Movimento eugênico brasileiro

Origem: Wikipédia, a enciclopédia livre.

O movimento eugênico brasileiro foi um movimento racista e pseudocientífico do início do século XX, a que setores da intelectualidade e das elites políticas brasileiras aderiram com entusiasmo, o que possibilitou a institucionalização do movimento eugênico no Brasil e a publicação de um grande número de livros, teses acadêmicas e artigos em revistas e jornais de grande circulação, inclusive com a publicação de um periódico próprio, o Boletim de Eugenia. Apesar de apresentar características próprias, adaptadas à realidade social e ao conhecimento científico brasileiro, esse movimento ocorreu seguindo o interesse pela eugenia em países como Estados Unidos, Alemanha, Inglaterra e França.

Para as elites brasileiras, a eugenia era um símbolo de modernidade, uma ferramenta científica capaz de colocar o Brasil no trilho do progresso e do tão sonhado "concerto das nações".[1] Entre os temas mais tratados pelos eugenistas brasileiros estavam a educação higiênica e sanitária, a seleção de imigrantes, a educação sexual, o controle matrimonial e da reprodução humana e debates em torno da miscigenação, branqueamento e a regeneração racial.

Em linhas gerais, o movimento eugênico brasileiro manteve forte relação com as campanhas sanitárias e educacionais, tendo entre os principais entusiastas figuras prestigiadas da intelectualidade do período, mobilizando médicos, políticos e educadores, como Belisário Penna, Levy Carneiro, Renato Ferraz Kehl, [nota 1] Miguel Couto, Ernani Lopes, J. Porto-Carrero, Murilo de Campos, Heitor Carrilho, Fernando de Azevedo,[2] entre outros. Constituindo-se como um movimento polissêmico, difundiu-se principalmente em perspectivas de caráter “preventivo” e “positivo”, relacionadas às questões sanitárias e educacionais. Contudo, ideias mais radicais, como propostas de esterilização e segregação, também fizeram parte do debate eugênico brasileiro, mobilizando intelectuais engajados no debate da ciência eugênica no cenário nacional da época.[3] Vale destacar a atuação do médico e eugenista Renato Ferraz Kehl, figura central na divulgação da eugenia no país, responsável pela criação da pioneira Sociedade Eugênica de São Paulo, em 1918, tornando-se um dos principais divulgadores da eugenia no Brasil e publicando inúmeros livros sobre a temática.
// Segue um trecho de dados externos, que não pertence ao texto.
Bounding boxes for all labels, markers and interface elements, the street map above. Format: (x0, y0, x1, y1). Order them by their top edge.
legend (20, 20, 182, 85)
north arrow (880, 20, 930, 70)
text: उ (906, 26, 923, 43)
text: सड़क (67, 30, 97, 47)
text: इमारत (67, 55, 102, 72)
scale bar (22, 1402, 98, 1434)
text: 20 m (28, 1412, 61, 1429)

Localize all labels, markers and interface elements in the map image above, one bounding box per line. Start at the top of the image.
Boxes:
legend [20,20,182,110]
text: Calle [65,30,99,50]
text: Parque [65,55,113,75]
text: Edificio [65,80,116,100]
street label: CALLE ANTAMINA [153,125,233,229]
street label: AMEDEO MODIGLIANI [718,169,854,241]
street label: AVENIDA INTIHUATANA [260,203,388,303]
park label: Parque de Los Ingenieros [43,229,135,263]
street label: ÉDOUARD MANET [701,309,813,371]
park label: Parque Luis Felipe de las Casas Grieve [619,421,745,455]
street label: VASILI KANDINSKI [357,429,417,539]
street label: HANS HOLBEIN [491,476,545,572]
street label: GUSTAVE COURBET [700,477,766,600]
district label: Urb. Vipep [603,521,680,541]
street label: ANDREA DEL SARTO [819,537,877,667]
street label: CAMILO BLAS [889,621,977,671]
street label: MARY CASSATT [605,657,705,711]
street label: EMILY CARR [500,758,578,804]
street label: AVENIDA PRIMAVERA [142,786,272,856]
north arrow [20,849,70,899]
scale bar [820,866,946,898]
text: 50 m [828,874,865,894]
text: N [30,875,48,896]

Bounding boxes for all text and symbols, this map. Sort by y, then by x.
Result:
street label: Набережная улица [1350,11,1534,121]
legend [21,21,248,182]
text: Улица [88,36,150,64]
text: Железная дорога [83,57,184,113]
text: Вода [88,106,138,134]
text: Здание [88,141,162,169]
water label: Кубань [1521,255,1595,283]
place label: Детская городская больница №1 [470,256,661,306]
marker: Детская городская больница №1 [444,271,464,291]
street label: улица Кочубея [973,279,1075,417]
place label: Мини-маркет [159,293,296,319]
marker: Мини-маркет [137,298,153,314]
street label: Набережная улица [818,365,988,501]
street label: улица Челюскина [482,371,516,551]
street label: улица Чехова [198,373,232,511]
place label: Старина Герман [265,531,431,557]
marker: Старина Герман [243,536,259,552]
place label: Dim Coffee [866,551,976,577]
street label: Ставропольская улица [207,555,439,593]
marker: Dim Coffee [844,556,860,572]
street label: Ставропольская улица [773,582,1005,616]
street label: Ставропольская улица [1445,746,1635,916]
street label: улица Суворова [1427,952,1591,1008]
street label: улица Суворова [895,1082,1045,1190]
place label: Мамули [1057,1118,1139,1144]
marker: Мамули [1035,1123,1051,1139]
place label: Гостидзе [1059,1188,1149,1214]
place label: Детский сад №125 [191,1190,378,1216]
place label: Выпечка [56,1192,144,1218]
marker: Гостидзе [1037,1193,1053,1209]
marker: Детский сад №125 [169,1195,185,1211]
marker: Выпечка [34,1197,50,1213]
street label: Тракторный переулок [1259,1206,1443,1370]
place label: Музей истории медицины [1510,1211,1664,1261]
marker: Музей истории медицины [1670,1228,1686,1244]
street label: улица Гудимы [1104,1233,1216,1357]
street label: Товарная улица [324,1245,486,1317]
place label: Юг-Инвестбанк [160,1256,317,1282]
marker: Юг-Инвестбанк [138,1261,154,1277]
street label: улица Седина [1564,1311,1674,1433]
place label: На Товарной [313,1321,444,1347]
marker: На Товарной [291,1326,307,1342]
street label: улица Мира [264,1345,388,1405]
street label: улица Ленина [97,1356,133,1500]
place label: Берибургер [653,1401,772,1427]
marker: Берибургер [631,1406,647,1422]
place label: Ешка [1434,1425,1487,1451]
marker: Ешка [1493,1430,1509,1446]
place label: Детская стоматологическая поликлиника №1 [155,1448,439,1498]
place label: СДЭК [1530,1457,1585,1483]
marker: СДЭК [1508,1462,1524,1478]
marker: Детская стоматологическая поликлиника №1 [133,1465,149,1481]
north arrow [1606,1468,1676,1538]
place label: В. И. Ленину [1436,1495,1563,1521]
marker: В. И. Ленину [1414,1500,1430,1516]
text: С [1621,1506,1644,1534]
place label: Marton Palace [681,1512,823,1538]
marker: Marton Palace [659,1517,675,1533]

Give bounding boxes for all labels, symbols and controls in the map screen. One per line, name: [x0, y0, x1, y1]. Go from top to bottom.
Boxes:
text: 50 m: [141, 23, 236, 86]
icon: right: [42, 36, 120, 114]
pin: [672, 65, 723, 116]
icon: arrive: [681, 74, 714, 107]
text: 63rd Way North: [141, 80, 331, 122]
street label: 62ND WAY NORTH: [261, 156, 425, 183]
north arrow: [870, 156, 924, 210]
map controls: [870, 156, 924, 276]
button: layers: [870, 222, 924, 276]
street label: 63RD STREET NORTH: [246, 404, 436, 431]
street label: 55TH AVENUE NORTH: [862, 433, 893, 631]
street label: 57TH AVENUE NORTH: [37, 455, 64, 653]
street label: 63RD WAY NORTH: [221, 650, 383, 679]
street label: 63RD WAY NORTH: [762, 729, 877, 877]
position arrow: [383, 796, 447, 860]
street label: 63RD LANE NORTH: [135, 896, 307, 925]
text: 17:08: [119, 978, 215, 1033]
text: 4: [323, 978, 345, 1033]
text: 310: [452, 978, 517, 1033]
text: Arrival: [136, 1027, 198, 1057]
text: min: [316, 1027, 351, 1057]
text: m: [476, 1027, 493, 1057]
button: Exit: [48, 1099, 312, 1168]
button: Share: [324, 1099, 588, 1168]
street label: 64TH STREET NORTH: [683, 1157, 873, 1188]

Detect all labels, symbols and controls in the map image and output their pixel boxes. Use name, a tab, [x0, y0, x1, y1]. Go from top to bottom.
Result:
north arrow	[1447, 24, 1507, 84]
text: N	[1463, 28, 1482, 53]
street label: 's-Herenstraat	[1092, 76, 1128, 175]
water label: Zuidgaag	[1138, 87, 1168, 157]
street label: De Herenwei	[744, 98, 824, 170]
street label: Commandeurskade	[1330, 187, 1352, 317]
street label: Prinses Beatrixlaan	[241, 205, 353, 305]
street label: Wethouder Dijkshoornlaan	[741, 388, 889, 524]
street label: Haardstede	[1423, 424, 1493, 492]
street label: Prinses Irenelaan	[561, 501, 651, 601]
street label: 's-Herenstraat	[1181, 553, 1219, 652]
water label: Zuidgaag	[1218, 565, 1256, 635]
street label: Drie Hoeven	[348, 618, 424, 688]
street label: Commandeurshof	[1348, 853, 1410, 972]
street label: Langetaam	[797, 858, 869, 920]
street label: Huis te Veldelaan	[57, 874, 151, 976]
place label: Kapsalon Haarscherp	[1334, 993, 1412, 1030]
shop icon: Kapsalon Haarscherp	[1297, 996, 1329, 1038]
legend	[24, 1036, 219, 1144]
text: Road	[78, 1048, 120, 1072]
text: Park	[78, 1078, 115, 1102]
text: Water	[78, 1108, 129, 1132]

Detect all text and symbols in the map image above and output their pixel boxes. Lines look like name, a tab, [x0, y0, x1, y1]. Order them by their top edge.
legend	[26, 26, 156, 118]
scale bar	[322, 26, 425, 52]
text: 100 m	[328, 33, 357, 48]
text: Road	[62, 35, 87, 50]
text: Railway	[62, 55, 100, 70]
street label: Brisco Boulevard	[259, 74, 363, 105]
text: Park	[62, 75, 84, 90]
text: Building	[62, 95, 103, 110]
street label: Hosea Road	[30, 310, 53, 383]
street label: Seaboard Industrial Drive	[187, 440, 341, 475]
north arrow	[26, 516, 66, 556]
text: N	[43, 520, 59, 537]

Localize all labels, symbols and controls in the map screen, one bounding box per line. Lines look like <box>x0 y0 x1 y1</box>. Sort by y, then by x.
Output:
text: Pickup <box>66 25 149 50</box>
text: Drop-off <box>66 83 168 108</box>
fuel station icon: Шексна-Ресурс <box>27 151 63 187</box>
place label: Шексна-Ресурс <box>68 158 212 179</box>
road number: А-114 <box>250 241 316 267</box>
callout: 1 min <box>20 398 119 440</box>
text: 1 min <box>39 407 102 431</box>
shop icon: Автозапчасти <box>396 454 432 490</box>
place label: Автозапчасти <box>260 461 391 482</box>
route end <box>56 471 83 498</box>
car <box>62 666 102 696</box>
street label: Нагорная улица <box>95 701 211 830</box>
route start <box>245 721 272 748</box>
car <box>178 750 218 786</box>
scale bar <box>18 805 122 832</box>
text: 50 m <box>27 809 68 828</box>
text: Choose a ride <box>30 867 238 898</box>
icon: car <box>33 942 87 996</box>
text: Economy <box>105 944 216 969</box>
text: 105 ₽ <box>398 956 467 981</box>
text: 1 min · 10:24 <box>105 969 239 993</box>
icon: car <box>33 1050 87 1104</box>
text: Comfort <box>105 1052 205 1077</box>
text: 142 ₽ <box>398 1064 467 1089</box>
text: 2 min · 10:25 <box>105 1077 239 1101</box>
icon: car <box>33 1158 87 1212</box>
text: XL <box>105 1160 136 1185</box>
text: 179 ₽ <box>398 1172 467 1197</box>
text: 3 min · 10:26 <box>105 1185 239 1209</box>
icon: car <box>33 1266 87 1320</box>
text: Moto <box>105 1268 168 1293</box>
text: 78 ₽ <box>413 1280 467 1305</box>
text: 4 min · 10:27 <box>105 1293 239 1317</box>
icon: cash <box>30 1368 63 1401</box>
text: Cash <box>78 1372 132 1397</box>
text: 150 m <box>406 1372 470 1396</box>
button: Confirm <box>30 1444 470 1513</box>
No final dos anos vinte, Kehl intensificou a difusão de propostas mais atreladas a orientações “negativas”, ao estilo das preconizadas no norte da Europa e nos Estados Unidos; dentre suas iniciativas, destaca-se a criação do "Boletim de Eugenia", publicação dedicada à propaganda eugênica, periódico que se manteve em circulação entre os anos de 1929 e 1933, tornando-se um porta-voz de ideias e proposições mais severas e menos inclinadas em admitir a importância e centralidade das medidas educacionais e sanitárias nos propósitos mais amplos da ciência eugênica. Embora o modelo de eugenia desenvolvido no Brasil tenha sido menos radical do que aquele divulgado nos Estados Unidos e em países do norte da Europa, setores do movimento eugênico brasileiro defenderam medidas mais extremas, como é possível perceber nas polêmicas em torno da esterilização eugênica, da seleção de imigrantes e das posições divergentes sobre a valorização do "mestiço brasileiro".[4]

Dentre as principais fontes para o estudo da eugenia no Brasil, destacam-se os conjuntos documentais formados pelos "Annaes de Eugenia" (1919), publicação reunindo as atividades e conferências da Sociedade Eugênica de São Paulo; as "Actas e Trabalhos" do Primeiro Congresso Brasileiro de Eugenia (1929), sob os auspícios do influente presidente da Academia Nacional de Medicina (ANM), Dr. Miguel Couto; o "Boletim de Eugenia" (1929-1933), criado por Kehl para dar novo fôlego à "cruzada eugênica" no Brasil; e os "Archivos Brasileiros de Hygiene Mental", periódico criado em 1925, uma publicação da Liga Brasileira de Higiene Mental (LBHM).[5] Os "Archivos Brasileiros de Hygiene Mental" eram o órgão oficial de difusão e propaganda dos princípios da Liga Brasileira de Higiene Mental e seu instrumento de intercâmbio científico em escala nacional e internacional.[6]

Histórico[editar | editar código-fonte]

Centro Hartheim de eutanásia na Áustria - Eugenia da era nazista.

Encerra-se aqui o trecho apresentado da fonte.